Fancy cars, mansions, and movie stars. It is what bombards us throughout the evening as we flip through the channels. We see our ‘heroes’ living these extravagant lives and we see people on ‘reality television’ living the high-life. “They must be super happy,” we think. But are they? Perhaps some of them are, but it is not because of what they possess. It is not the physical item that is making them happy, it is the feeling of self-appreciation, gratefulness, and appreciation. We have all heard enough stories about the very wealthy having similar problems that we often face. While some are truly happy, others succumb to depression, loneliness, and heartbreak. Can money buy you happiness? Perhaps to a certain level for a certain period of time. But can it buy you true happiness?
In no way am I saying that buying something nice is a bad thing, so if you have the means to buy something nice for yourself, feel free to spend, but be careful not to buy objects just for the sake of trying to keep up with the Jones’. If you go down this road, you will quickly realize that eventually nothing will satisfy your lust for bigger, faster, more expensive.
Would I like to have a newer car, a bigger place to live, and have the ability to spend more freely? Sure. In fact, I strive to be more successful, earn a larger wage, and have fewer worries about paying bills or having to be concerned about the unknown expenses that may occur. Wanting more and striving to be better is not the problem. The problem can occur when you finally realize that you are bringing in more dollars, and now all-of-a-sudden you’re adapting too quickly to that lifestyle. You know that fancy Mercedes you always wanted? Well, now you can afford it, so you go out and buy it. What happens six months later? Now it’s just a car and you have your eyes on a Ferrari or a Lamborghini, so you decide to upgrade. Your lust is satisfied…but it is only temporary. You start accumulating “stuff” to prove to yourself that you are successful, which should mean that you are happy, but are you truly happy? An unhappy person does not automatically become happier just because they have accumulated more possessions. An unhappy person becomes happy because of a change that occurs from within and the gratitude they express outward.

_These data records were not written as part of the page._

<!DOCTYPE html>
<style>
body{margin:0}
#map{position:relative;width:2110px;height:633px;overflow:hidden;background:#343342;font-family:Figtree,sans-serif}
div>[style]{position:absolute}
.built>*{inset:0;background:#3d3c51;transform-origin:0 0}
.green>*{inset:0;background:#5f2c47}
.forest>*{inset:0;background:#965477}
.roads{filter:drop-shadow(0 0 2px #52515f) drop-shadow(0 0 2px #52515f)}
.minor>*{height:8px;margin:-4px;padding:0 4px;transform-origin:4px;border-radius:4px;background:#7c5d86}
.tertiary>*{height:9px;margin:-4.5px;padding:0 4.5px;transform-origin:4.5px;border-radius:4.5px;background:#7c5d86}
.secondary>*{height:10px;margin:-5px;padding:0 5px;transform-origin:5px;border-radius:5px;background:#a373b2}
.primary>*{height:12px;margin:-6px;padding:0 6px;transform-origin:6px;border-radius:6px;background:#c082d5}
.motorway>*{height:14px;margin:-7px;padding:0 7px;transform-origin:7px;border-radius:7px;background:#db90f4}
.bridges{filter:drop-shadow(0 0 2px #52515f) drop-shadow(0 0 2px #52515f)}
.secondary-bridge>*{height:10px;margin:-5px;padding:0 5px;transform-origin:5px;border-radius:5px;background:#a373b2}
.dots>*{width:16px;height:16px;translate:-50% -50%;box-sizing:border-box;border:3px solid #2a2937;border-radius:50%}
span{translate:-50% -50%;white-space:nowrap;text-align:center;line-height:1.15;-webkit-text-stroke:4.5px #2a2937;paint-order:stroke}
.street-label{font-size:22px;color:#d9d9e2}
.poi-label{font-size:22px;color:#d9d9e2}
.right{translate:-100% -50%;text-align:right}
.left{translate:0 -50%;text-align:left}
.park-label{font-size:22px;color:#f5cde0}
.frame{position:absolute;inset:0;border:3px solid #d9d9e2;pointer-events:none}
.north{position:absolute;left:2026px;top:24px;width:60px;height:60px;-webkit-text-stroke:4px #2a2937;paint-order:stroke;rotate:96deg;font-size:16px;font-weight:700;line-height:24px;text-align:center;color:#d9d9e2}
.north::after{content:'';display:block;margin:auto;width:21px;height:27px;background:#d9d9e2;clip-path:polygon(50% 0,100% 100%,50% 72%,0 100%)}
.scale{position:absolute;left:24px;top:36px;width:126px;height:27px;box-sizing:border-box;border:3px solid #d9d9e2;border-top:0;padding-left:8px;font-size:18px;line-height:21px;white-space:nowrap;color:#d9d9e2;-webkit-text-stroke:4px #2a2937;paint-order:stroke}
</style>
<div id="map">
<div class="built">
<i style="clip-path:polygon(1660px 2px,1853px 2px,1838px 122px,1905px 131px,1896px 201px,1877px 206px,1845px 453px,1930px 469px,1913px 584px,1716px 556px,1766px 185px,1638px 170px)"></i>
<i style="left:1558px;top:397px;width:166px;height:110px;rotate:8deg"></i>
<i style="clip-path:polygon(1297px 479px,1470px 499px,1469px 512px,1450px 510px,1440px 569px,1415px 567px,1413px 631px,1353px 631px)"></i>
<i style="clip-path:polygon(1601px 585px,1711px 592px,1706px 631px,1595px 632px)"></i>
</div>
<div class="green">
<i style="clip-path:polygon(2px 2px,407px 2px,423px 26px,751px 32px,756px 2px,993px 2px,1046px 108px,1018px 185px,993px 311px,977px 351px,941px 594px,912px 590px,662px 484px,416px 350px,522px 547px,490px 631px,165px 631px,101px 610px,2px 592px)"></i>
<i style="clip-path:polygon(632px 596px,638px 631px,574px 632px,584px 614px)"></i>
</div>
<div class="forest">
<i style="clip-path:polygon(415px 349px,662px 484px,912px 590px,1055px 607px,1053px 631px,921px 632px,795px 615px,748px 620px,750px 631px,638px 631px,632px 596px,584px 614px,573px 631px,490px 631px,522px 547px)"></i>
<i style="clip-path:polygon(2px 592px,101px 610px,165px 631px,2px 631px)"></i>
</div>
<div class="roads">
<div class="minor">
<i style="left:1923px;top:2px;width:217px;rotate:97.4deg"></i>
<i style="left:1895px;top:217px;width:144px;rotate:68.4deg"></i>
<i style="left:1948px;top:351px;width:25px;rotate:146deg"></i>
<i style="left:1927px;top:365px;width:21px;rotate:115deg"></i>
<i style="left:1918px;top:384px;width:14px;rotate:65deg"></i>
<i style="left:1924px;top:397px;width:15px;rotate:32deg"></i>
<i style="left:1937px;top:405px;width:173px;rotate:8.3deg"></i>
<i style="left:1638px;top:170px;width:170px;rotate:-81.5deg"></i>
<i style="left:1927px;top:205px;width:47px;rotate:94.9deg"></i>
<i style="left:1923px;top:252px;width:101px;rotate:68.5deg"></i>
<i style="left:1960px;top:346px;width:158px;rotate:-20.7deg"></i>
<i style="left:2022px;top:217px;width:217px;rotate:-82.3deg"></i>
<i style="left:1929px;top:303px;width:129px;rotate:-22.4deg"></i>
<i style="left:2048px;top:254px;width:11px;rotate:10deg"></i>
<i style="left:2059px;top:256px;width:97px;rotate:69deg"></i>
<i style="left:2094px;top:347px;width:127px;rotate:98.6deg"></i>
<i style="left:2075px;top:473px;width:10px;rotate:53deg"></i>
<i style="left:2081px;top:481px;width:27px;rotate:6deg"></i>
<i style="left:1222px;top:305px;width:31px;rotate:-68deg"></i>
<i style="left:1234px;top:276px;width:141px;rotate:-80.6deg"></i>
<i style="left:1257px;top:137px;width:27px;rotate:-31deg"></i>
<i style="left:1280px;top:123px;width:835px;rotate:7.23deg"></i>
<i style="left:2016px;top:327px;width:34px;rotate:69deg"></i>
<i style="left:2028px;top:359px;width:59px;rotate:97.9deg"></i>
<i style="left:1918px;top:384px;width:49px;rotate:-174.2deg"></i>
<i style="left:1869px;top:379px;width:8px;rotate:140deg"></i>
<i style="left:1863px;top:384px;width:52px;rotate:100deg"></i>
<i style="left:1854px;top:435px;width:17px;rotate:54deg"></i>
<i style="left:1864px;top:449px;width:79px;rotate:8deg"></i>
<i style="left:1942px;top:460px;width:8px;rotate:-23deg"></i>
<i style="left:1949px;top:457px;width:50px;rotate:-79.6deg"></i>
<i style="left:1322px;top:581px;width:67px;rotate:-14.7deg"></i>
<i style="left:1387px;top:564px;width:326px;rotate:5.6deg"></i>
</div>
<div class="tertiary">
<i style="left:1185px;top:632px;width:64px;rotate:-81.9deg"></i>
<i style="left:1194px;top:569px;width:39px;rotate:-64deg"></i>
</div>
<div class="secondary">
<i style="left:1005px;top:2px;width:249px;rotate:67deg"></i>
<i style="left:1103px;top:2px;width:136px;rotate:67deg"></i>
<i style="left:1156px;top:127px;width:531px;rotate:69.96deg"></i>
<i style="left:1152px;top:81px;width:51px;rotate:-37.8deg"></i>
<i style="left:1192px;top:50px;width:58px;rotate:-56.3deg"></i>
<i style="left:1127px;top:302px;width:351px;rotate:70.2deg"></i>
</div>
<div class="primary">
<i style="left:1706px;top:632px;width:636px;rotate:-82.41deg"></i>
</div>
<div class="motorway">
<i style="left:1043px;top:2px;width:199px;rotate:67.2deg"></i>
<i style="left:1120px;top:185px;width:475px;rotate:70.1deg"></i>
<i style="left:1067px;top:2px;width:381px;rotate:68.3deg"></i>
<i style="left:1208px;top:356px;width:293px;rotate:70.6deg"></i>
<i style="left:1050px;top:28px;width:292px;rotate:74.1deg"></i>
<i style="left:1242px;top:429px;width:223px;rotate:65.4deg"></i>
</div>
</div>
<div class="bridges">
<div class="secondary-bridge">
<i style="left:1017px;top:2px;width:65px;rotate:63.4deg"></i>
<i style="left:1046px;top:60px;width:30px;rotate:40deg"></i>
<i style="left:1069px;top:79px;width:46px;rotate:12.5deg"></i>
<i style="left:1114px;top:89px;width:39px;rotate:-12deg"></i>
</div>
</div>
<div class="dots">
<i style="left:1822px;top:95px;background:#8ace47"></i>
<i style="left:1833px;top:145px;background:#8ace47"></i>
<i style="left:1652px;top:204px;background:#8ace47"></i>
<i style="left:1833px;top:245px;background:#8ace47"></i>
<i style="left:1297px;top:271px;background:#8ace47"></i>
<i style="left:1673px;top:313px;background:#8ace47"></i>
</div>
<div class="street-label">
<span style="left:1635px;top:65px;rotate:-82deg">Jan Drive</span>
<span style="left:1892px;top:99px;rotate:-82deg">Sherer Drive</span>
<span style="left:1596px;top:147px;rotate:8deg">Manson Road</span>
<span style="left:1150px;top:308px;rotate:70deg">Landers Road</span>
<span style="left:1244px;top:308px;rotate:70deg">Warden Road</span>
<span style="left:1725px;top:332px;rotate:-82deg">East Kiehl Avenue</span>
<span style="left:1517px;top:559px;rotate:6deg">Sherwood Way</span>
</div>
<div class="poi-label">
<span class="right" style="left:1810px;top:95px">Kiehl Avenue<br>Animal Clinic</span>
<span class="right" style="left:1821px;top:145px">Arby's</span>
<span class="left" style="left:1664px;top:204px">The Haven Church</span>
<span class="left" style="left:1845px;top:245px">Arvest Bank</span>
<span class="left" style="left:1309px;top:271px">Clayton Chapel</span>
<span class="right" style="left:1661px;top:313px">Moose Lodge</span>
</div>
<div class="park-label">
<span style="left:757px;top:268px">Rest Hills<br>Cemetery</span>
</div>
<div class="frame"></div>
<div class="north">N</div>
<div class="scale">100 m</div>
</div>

Activity: Think Backward and Examine How You Would Like to View Yourself
If today was your last day on Earth, what are FIVE things that you would be grateful for and would be proud of yourself for accomplishing? Do you think that you would write down the fancy cars you bought and the fancy house? Or would you think about the family you had, the business you built, and the places you’ve been? Would you cherish the ‘stuff’ you obtained or would you cherish the friendships and family you built?
Buy Yourself Experiences More Often Than You Buy Yourself Possessions
To be happier and to start living a Worry Free Life, try spending some of your money on experiences. Take that trip that you have always wanted to take. Eat that more expensive food item that you have stared at for so long on the menu at your favorite restaurant. Spend it on others, on friends, on family, and even strangers. In the end, he who dies with the most toys does not truly win…he who dies with the most memories and experiences is truly the one that wins!